Over the past week a variety of media outlets have conducted interviews with Harry Potter and the Philosopher's Stone illustrator, Jim Kay.

From various fansites:

  Accio Quote:
Were you influenced by previous Harry Potter illustrators/the films or did you veer away from both?

I’m a huge fan of both the books and the films. I thought the screen adaptations were a wonderful showcase of the best set design, product design, costume, casting, directing and acting their disciplines had to offer. I knew from the start that I’m competing to some degree with the hundreds of people involved in the visuals of the film. I remember watching the extras that come with the movie DVDs a few years back, and wondering how on earth you’d get to be lucky enough to work on the visuals for such a great project. To be offered the opportunity to design the whole world again from scratch was fantastic, but very daunting. I’d like to think that over the years lots of illustrators will have a crack at Potter, in the same way that Alice in Wonderland has seen generations of artists offer their own take on Lewis Carroll’s novel. I had to make it my version though, and so from the start I needed to set it apart from the films. I’ll be honest I’ve only seen a few illustrations from other Potter books, so that’s not been so much of a problem. I love Jonny Duddle’s covers, and everyone should see Andrew Davidson’s engravings – they are incredible!

What was the most important detail for you to get right with your illustrations?

To try and stay faithful to the book. It’s very easy when you are scribbling away to start wandering off in different directions, so you must remind yourself to keep reading Jo’s text. Technically speaking though, I think composition is important – the way the movement and characters arrange themselves on the page – this dictates the feel of the book.
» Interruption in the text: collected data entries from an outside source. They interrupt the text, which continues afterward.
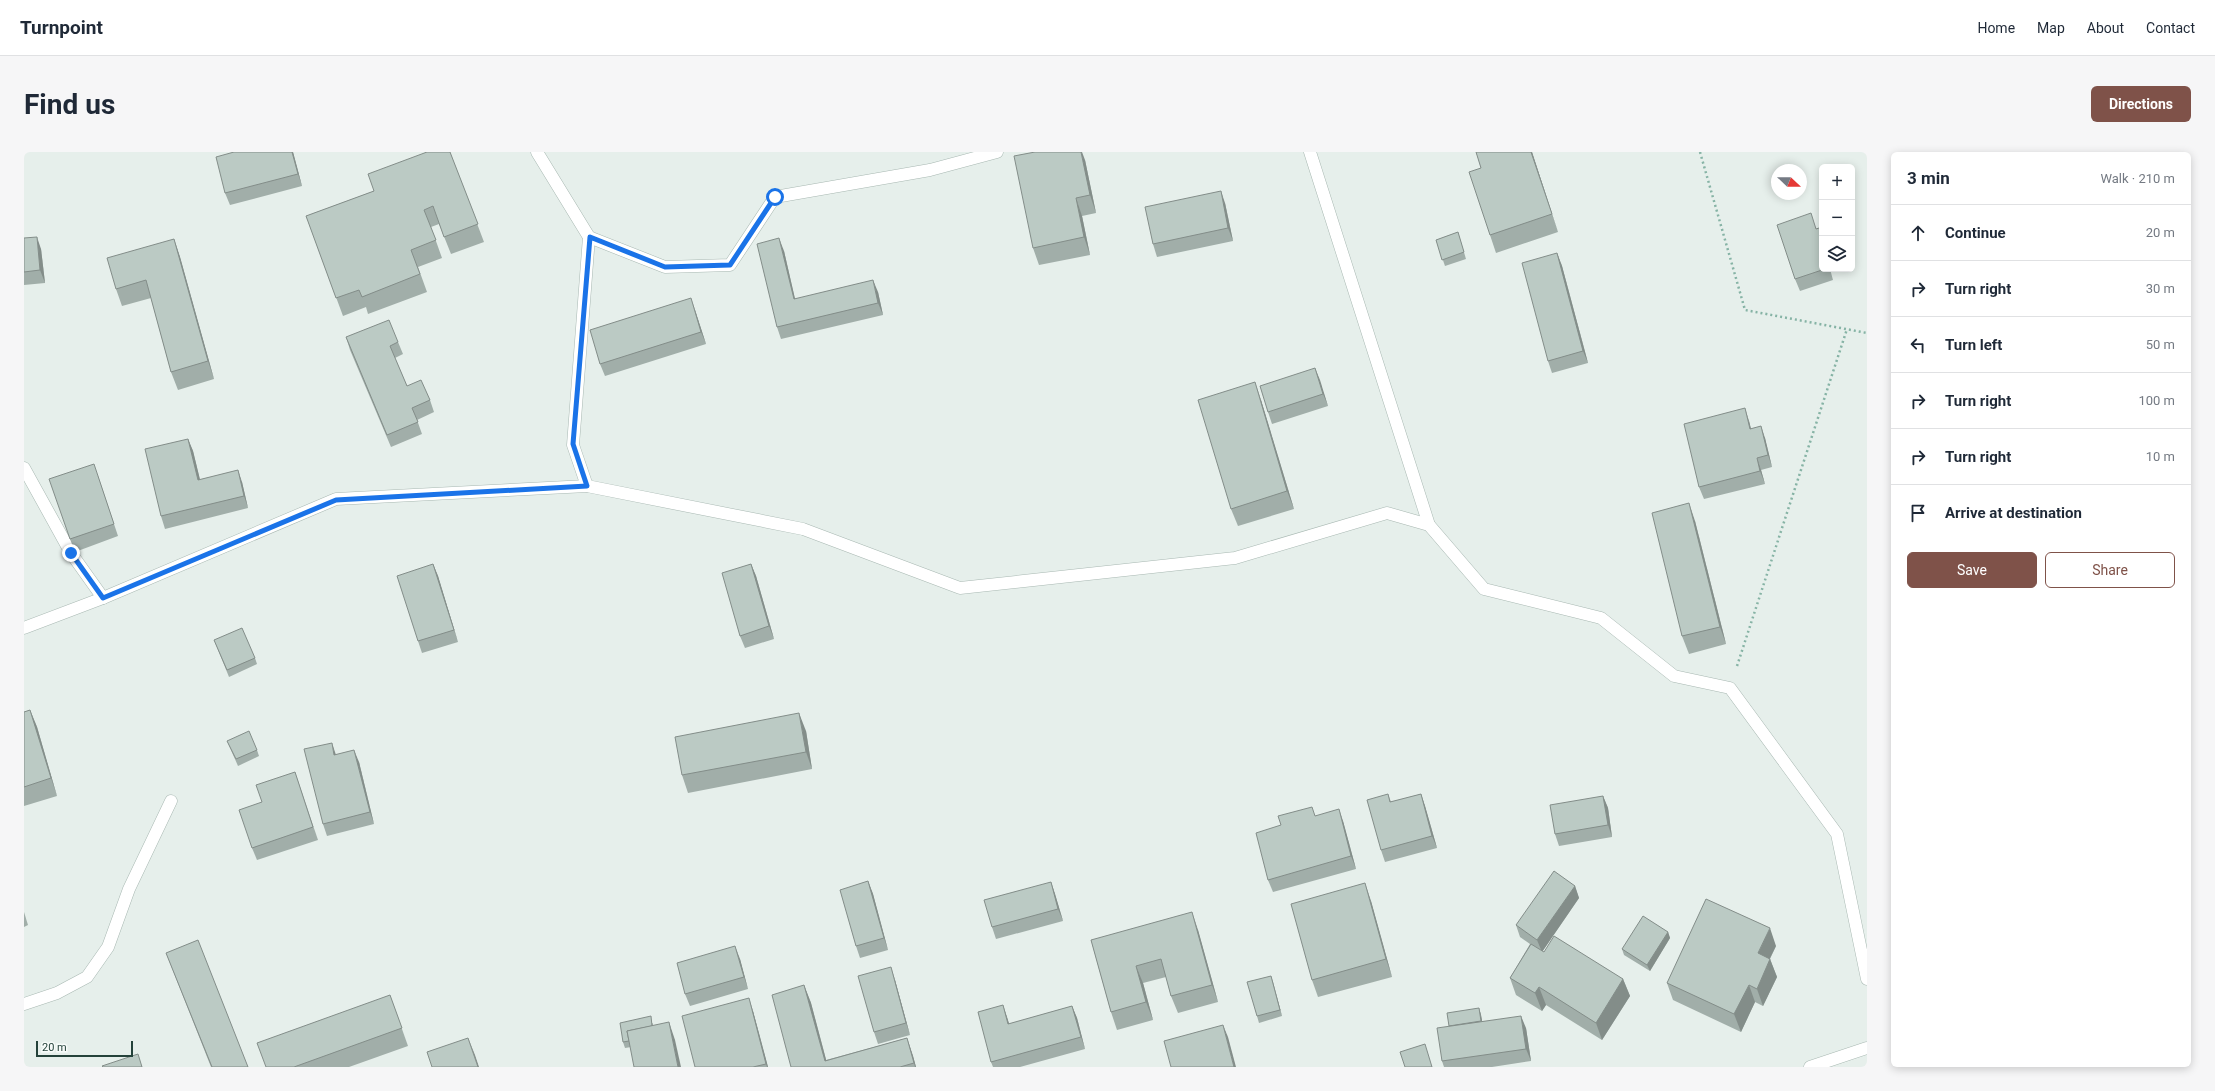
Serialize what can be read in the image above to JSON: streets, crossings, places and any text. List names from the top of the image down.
{
  "scale_bar": "20 m",
  "north": "right",
  "page": {
    "header": "Turnpoint",
    "nav": [
      "Home",
      "Map",
      "About",
      "Contact"
    ],
    "buttons": [
      "Directions",
      ["Save", "Share"]
    ],
    "title": "Find us",
    "heading": ["3 min", "Walk · 210 m"],
    "map_buttons": ["+", "−"],
    "list": [
      ["Continue", "20 m"],
      ["Turn right", "30 m"],
      ["Turn left", "50 m"],
      ["Turn right", "100 m"],
      ["Turn right", "10 m"],
      "Arrive at destination"
    ],
    "scale": "20 m"
  }
}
What medium do you use to create your illustrations?

I use anything that makes a mark – I am not fussy. So I don’t rely on expensive watercolour or paints, although I do occasionally use them – I like to mix them up with cheap house paint, or wax crayons. Sometimes in a local DIY store I’ll see those small tester pots of wall paint going cheap in a clear-out sale, and I’ll buy stacks of them, and experiment with painting in layers and sanding the paint back to get nice textures. The line is almost always pencil, 4B or darker, but the colour can be a mixture of any old paint, watercolour, acrylic, and oil. Diagon Alley was unusual in that I digitally coloured the whole illustration in order to preserve the pencil line drawing. I’d recommend experimenting; there is no right or wrong way to make an illustration, just do what works for you!

Because each book is so rich in detail, what is your personal process when choosing specific images?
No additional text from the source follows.